The waning gibbous moon will rise a little after 8 p.m. next to the stars of Gemini. By 10 p.m., the stars of Orion and his two hunting dogs, Canis Major and Canis Minor, will be easily visible in the eastern sky as shown in the attached chart. The three belt stars of Orion will point down to bright Sirius at the nose of Canis Major that will try to compete with Jupiter in brightness. Jupiter will be officially at opposition tomorrow, meaning that it will be directly opposite the sun on our sky and get up highest due south at midnight.

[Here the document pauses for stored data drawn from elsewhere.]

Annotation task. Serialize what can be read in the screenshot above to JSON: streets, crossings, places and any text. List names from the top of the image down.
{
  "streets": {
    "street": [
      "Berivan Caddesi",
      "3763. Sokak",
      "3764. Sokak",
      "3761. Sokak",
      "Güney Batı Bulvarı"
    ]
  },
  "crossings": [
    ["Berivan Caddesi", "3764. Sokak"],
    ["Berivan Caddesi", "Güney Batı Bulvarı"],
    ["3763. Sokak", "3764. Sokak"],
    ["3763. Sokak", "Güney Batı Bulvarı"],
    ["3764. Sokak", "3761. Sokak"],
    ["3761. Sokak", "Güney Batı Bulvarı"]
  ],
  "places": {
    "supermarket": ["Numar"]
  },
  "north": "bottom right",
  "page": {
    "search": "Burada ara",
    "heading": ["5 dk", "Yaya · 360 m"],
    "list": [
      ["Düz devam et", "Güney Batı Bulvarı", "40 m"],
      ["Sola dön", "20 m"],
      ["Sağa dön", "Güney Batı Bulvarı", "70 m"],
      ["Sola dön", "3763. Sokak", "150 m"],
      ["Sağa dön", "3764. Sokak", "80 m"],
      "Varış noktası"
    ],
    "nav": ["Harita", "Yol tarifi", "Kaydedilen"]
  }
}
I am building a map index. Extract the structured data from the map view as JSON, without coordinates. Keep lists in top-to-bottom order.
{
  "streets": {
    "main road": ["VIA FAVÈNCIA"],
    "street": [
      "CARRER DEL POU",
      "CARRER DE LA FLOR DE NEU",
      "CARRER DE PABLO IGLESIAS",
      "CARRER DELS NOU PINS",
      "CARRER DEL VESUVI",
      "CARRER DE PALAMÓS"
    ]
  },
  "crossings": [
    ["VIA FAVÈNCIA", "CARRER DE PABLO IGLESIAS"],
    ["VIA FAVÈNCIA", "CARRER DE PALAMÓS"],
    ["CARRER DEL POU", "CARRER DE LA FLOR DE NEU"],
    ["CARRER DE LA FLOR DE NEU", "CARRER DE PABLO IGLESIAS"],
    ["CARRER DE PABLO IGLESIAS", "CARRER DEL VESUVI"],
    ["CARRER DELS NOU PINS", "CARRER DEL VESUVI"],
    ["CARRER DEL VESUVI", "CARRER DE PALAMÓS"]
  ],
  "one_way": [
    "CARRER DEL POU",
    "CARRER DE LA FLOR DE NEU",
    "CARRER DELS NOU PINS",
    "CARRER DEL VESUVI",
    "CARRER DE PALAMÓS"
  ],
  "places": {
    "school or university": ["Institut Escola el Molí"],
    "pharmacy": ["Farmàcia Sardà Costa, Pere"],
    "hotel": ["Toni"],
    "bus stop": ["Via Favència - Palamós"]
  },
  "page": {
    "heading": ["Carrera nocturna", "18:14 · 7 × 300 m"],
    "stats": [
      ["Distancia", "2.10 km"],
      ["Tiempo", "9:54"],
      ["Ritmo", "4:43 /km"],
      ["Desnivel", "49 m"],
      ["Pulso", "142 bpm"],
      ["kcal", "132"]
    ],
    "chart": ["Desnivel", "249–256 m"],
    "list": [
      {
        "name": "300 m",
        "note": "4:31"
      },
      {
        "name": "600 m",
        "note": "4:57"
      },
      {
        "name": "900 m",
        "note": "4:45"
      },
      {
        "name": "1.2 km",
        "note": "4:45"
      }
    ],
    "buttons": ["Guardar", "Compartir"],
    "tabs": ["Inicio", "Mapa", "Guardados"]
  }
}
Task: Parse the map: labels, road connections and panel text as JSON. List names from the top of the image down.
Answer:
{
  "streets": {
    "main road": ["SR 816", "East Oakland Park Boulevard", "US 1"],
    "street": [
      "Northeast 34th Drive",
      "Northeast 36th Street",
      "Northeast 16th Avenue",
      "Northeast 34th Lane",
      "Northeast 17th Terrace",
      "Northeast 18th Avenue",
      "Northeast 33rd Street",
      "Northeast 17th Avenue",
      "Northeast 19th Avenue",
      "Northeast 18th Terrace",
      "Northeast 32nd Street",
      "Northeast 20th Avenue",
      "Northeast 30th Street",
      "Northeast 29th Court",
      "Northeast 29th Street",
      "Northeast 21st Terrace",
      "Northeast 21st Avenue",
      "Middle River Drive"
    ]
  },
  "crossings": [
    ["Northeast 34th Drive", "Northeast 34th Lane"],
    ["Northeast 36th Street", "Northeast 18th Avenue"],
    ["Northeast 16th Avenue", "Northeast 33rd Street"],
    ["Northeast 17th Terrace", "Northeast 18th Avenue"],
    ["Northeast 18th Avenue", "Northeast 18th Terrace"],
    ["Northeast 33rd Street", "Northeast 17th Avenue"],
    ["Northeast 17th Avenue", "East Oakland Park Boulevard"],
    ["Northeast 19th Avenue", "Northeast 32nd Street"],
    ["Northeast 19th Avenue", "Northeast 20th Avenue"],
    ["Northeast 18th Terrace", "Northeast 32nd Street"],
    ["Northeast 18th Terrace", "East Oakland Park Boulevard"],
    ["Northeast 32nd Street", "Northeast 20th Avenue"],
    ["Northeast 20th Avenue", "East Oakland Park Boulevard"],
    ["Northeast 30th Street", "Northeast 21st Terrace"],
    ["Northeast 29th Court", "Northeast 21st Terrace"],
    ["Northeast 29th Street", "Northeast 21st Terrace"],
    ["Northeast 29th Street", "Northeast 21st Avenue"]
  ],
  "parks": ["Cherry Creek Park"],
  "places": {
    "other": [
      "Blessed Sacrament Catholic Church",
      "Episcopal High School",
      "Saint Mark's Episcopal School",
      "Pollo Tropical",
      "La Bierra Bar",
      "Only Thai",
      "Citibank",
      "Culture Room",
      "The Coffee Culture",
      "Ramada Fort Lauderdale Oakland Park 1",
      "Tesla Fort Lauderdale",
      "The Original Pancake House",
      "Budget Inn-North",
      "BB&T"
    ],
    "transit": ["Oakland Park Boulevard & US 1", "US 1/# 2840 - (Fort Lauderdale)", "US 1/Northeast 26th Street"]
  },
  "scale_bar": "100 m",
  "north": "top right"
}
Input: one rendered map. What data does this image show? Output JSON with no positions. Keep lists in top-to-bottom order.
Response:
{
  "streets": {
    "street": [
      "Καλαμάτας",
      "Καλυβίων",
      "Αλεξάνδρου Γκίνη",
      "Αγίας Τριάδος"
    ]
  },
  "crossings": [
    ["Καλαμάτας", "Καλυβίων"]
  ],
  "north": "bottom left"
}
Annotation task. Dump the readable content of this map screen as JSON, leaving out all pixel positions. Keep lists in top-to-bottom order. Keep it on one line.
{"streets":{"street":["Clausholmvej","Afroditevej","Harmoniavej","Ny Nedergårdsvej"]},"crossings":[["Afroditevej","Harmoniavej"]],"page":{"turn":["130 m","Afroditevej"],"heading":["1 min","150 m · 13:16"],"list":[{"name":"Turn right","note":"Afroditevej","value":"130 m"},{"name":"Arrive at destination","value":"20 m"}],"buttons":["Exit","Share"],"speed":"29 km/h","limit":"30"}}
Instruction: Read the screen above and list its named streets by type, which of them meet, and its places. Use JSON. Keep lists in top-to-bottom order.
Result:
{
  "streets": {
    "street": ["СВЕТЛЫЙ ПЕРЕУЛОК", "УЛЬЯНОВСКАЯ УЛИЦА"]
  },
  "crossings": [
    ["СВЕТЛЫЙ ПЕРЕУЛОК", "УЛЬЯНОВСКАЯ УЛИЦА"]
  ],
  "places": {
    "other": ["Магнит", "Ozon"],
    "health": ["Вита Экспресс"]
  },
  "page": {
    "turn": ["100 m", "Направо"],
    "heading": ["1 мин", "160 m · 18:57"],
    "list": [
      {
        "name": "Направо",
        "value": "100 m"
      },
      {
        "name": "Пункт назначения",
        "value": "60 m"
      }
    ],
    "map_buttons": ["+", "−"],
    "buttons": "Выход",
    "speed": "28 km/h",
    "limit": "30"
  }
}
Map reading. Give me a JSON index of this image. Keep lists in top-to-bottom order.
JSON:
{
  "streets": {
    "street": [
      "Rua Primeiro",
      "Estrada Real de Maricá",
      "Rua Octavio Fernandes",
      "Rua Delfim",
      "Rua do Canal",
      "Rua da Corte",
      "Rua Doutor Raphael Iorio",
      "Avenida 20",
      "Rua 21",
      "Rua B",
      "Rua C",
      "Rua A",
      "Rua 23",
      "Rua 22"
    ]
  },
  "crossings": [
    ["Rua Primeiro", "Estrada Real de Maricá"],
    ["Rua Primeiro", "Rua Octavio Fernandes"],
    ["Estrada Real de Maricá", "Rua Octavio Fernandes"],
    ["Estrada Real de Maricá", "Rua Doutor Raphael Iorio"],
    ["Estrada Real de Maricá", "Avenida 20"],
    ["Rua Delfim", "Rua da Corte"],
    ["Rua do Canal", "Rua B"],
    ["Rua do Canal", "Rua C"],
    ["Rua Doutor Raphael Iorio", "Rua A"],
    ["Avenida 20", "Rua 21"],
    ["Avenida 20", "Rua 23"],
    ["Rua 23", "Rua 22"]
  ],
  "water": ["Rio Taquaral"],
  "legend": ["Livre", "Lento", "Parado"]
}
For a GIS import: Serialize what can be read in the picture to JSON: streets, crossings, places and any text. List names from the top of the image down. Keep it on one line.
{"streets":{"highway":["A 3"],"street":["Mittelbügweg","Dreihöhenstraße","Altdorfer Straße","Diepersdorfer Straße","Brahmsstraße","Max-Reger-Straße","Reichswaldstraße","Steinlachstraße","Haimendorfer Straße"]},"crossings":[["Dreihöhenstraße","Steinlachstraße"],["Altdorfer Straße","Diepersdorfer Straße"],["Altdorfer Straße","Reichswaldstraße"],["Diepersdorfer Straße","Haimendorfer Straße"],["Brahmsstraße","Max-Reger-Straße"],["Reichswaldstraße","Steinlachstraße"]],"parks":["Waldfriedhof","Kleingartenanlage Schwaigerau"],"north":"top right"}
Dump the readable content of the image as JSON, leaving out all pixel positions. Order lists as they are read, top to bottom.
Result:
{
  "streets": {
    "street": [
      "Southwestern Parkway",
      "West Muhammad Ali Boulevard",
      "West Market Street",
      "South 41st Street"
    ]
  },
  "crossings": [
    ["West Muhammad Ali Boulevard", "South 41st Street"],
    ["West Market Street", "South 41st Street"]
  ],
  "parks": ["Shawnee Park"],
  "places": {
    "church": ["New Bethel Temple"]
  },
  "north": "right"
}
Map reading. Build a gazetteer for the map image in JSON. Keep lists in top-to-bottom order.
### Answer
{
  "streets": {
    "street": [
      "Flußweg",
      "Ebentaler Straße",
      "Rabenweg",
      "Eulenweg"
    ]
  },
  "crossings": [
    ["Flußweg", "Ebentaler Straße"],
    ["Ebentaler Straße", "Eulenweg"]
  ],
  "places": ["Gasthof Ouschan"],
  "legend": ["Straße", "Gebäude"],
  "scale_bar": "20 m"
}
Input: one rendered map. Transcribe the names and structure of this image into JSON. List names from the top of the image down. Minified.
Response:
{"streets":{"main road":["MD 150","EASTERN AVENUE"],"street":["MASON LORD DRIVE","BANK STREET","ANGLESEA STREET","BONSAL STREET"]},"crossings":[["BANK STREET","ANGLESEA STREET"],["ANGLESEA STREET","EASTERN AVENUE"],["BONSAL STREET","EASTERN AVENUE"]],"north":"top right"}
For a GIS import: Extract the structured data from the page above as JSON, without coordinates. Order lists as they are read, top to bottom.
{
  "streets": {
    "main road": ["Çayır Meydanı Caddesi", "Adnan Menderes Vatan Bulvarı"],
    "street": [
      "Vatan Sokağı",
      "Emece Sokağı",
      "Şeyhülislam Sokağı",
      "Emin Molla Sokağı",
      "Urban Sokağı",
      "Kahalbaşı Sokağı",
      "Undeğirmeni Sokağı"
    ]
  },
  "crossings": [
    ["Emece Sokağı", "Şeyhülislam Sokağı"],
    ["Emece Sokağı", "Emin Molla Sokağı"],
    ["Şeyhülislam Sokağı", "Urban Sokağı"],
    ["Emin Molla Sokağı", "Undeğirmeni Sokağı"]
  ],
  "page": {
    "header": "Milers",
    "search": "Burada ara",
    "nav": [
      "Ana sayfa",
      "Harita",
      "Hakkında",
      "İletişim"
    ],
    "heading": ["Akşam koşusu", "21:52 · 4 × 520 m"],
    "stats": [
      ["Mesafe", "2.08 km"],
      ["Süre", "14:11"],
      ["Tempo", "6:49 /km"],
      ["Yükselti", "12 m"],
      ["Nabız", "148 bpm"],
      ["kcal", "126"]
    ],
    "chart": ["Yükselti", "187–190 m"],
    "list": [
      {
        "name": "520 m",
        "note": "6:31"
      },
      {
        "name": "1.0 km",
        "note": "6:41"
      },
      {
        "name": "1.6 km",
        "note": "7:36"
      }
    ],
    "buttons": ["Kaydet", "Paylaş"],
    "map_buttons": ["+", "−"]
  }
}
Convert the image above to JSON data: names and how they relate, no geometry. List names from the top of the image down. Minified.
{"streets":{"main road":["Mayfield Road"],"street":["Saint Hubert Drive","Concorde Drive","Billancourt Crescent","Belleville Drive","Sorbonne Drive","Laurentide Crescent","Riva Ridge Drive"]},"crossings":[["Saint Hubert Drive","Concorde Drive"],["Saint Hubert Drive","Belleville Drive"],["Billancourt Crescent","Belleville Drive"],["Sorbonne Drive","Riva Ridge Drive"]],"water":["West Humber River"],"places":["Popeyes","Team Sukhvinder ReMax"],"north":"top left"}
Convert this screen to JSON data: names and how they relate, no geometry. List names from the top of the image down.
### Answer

Venus has now passed by Saturn from their very close conjunction in the early morning sky last Monday. Venus is situated halfway between Saturn on the eastern end of Virgo and Mercury in the middle of Libra. Saturn will be visible in the east by around 4:30 a.m., Venus by around 5 a.m., and Mercury by around 5:30 a.m. The waning crescent moon will pass by Saturn on Dec. 10 and then by Venus the following morning. A star chart for that is posted in the Night Sky section of the Planetarium's website at bakersfieldcollege.edu/planetarium.
Meteor shower show
The Geminid meteor shower will peak on the night of Dec. 13/14. On that night the moon will be just barely past new phase, so there will be no moonlight to wash out the view. The Geminid meteor shower happens every year at this time when the Earth runs into the dust trail left behind by the asteroid 3200 Phaethon that is probably actually a "dead" comet that has lost all of its volatile materials from repeated passages around the sun.
The dust grains in the Geminids hit the Earth's atmosphere at about 22 miles per second. The meteors will appear to streak out of a point next to Castor at the top end of Gemini (see attached chart). The Geminids usually put on a good show every year with up to about 120 meteors visible per hour to those under a nice dark sky away from the city lights. With no moon to spoil the view this year, the show should be especially good.
One show you may have to miss is "Season of Light" at the William M. Thomas Planetarium. The Dec. 6 showing sold out, so if you don't have tickets, you'll be out of luck until next year. The planetarium closes for Bakersfield College's winter break after the show.